At present, the excess freight cargo capacity and the increased cargo space on passenger aircraft caused by the decline in passenger travel (less baggage), has brought to the markets a hunger by the airlines to handle any cargo offered at whatever the buyer is willing to pay.

The so-called buyer’s market on certain trade routes does however, come with some risks and/or consequences. In terms of risk, the airlines seem to becoming more sophisticated in managing revenue opportunities, i.e., when freight must be left behind, it is more directly related to the revenue benefit to the carrier than who the customer is.

Another of the consequences is that airlines are more apt to keep equipment on the ground and cancel flights if the demand is insufficient; again, potentially delaying freight movement that clients are counting on.

What is Ahead?
The outlook for the balance of 2009 and 2010 is for improvements in volume and better yields but fuel costs are again rising and better revenue may not translate into profits.

To survive, airlines will need to find ways to control costs, be it resizing their capacities, forming more alliances, negotiating better fees with various airports, or restructuring, because forecasted volumes for 2009/2010 put passenger revenue at a level similar to 2006 and cargo revenue at a level similar to 2003/2004.

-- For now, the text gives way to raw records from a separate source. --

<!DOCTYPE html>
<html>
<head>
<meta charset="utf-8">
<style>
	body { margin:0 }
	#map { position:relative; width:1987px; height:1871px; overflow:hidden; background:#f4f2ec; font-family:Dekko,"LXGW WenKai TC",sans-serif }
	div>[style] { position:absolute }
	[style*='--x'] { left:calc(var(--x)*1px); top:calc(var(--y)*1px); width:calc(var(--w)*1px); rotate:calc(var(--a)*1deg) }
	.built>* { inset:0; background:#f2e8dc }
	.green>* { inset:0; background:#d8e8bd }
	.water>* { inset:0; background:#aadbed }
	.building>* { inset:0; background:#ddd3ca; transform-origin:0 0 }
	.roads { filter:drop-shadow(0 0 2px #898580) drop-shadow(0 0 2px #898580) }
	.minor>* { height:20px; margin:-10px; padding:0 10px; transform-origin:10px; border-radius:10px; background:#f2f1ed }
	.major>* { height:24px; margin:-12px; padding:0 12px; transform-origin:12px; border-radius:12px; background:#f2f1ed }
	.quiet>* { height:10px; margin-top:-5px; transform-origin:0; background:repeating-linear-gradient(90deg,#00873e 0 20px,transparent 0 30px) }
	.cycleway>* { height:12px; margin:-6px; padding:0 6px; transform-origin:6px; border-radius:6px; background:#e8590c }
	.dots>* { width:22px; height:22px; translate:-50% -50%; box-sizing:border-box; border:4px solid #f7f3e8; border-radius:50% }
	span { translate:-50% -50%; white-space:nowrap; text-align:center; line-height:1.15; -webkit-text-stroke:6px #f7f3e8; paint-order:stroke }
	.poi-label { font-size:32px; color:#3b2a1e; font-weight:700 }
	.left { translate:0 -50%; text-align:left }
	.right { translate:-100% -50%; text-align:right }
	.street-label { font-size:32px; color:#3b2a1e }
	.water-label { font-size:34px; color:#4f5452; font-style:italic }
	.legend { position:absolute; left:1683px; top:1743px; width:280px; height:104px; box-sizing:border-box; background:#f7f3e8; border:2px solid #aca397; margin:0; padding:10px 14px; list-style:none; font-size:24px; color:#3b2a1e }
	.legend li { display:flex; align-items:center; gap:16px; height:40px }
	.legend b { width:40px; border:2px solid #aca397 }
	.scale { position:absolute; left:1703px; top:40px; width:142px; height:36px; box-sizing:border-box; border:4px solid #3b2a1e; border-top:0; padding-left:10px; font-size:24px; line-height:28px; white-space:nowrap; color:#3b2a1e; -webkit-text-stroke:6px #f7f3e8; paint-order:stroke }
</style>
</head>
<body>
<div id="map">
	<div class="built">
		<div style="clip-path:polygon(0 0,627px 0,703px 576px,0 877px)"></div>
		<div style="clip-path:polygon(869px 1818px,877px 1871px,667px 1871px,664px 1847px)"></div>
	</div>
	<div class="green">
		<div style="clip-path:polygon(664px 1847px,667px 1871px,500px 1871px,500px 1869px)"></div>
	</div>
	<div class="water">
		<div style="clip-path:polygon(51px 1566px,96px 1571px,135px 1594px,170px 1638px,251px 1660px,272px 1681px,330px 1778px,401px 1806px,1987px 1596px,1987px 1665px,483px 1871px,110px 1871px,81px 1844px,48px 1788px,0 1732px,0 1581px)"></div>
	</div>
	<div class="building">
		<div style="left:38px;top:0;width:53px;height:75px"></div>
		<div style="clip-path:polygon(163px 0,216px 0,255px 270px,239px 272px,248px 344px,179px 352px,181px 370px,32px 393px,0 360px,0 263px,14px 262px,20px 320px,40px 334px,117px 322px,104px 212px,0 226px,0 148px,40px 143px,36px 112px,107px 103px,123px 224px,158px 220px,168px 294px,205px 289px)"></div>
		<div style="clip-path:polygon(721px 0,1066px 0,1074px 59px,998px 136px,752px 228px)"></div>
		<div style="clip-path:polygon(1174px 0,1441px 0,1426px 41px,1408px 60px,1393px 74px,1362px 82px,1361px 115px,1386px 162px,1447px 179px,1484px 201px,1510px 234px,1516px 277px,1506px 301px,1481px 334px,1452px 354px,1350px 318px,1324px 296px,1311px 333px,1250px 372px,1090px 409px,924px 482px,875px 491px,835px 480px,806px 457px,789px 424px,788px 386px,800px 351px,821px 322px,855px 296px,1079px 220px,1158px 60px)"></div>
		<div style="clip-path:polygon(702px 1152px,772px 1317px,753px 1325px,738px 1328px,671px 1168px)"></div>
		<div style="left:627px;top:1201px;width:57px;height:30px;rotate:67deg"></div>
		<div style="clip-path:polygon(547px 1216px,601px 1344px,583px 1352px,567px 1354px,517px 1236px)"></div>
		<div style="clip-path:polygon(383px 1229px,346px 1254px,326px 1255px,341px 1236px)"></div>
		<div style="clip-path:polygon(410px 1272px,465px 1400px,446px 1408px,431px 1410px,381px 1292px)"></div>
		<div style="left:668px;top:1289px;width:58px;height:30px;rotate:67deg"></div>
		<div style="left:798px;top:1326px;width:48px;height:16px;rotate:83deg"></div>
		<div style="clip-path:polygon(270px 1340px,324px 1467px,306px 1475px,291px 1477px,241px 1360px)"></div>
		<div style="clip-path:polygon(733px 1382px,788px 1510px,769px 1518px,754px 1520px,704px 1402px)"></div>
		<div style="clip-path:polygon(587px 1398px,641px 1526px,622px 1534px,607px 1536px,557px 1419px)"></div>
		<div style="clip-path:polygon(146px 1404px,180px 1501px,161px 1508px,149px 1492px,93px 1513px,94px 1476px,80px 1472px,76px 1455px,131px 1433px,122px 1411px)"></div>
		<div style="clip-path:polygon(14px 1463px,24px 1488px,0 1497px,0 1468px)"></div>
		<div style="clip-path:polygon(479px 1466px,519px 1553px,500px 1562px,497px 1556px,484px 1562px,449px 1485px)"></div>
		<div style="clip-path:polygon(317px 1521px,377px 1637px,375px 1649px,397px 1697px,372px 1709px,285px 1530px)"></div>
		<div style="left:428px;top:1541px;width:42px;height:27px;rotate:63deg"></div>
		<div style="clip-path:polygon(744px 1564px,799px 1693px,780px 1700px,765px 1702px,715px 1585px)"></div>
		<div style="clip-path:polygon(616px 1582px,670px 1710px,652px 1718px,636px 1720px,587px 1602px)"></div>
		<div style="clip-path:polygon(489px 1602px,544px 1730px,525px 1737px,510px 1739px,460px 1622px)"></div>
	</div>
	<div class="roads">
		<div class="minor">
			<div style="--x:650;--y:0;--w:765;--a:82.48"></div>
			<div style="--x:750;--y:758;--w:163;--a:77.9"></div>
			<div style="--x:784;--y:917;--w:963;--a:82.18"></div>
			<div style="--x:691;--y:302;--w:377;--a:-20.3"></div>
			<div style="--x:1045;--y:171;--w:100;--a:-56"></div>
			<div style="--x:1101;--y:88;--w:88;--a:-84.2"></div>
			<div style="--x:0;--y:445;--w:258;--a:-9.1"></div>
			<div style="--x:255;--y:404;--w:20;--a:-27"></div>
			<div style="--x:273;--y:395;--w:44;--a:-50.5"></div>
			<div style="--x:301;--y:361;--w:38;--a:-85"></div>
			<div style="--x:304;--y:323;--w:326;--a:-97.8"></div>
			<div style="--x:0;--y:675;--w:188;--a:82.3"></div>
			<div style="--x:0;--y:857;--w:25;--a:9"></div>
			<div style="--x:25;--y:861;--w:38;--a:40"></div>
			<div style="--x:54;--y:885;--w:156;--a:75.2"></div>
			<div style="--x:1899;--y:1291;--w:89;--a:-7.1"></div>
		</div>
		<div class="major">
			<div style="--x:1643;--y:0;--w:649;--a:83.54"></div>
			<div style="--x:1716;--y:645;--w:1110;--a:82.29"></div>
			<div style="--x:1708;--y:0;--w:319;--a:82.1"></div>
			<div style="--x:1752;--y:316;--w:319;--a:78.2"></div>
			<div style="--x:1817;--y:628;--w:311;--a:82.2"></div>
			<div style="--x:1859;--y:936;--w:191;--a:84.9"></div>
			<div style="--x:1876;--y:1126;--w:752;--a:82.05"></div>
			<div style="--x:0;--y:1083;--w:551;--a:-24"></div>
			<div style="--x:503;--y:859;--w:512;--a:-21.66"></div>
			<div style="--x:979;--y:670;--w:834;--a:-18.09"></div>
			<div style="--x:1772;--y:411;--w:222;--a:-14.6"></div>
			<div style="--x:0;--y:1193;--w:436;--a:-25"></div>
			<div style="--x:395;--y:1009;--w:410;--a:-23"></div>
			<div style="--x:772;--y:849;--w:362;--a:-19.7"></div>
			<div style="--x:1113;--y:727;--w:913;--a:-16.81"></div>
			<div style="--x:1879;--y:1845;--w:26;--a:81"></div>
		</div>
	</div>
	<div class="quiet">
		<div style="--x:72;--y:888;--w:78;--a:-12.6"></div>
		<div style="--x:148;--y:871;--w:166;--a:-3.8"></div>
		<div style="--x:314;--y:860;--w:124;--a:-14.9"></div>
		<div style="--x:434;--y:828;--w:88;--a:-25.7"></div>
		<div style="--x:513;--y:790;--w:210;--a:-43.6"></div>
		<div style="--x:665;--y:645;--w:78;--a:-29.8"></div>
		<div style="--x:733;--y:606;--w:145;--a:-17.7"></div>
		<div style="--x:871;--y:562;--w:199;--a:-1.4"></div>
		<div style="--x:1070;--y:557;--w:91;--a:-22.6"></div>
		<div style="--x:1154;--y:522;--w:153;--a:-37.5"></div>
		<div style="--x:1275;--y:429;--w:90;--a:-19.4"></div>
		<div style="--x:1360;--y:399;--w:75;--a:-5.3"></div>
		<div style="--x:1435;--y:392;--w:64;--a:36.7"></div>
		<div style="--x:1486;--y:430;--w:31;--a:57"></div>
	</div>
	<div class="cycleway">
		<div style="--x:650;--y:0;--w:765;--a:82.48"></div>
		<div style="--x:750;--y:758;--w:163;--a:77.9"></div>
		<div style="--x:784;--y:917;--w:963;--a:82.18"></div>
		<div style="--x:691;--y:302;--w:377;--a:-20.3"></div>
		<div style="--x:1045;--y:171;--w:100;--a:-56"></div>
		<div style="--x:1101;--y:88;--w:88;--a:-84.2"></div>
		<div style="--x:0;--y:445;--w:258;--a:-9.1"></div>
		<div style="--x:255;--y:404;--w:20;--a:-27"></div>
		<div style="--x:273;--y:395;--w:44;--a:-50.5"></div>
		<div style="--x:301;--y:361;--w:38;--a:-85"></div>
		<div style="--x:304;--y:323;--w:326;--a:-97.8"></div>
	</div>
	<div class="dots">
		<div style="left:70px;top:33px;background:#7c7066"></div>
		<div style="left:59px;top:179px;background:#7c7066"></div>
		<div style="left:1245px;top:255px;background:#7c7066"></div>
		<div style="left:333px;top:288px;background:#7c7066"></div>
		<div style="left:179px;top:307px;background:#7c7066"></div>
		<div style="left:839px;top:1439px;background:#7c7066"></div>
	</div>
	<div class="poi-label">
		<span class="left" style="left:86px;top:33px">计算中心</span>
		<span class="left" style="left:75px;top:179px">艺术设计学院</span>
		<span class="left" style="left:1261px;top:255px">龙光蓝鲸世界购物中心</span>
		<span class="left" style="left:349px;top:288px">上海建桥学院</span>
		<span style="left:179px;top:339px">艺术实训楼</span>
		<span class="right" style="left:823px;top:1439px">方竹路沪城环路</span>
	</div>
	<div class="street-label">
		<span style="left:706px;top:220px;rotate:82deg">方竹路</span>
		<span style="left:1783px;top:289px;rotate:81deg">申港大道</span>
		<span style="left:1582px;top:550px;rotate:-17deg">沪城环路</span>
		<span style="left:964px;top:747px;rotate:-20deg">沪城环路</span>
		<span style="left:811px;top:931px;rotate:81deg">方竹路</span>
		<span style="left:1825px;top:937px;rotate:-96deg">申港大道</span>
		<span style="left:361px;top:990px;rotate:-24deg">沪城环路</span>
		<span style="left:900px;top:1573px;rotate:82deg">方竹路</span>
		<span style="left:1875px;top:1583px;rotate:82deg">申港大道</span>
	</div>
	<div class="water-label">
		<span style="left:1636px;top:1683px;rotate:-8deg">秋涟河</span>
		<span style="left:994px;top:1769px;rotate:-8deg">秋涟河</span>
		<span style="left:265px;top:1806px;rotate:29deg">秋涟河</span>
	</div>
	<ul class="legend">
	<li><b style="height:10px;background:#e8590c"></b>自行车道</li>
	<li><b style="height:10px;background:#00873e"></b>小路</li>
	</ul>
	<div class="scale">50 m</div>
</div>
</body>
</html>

The resizing of capacity, for the movement of air freight, can be either good news or bad depending on the types of aircraft ultimately made available and the relative freight capacity of the given aircraft.

There is some good news. Generally speaking, the major airlines have stronger cash balances than before the 2001 downturn and they have raised new cash on the capital market and on aircraft sales and leaseback transactions; fuel costs have declined in the last year and the market hopes current levels may prevail for a while.

Freight forwarders will need to ensure they too are right sized and will be challenged to encourage customers to understand the need for “right” pricing by the industry if they are hoping for reliable and consistent service and are wanting to help the world economy improve.

Something to Watch
Historically, air freight has proven to be a very timely indicator of overall world trade volumes even though there are timing differences in terms of the activity curves. Interestingly, some monetary policy committees and economists use airline data as the most timely indicator available on world trade developments. The future is ours to influence.